Give back the data below exactly, with every line kept the same.

_ _ _ _ _ _ _

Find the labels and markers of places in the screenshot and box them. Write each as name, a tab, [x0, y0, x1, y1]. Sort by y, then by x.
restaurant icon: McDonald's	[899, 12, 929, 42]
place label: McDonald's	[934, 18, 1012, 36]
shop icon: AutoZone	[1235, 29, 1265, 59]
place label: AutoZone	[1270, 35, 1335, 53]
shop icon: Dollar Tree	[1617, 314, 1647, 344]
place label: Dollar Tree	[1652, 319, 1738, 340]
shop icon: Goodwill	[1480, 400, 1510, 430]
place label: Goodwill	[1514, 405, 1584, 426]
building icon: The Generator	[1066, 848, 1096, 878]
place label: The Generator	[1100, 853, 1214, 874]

_ _ _ _ _ _ _

Problem solution:
Find the labels and markers of places in the screenshot and box them. Write each as name, a tab, [x0, y0, x1, y1]. Sort by y, then by x.
restaurant icon: McDonald's	[899, 12, 929, 42]
place label: McDonald's	[934, 18, 1012, 36]
shop icon: AutoZone	[1235, 29, 1265, 59]
place label: AutoZone	[1270, 35, 1335, 53]
shop icon: Dollar Tree	[1617, 314, 1647, 344]
place label: Dollar Tree	[1652, 319, 1738, 340]
shop icon: Goodwill	[1480, 400, 1510, 430]
place label: Goodwill	[1514, 405, 1584, 426]
building icon: The Generator	[1066, 848, 1096, 878]
place label: The Generator	[1100, 853, 1214, 874]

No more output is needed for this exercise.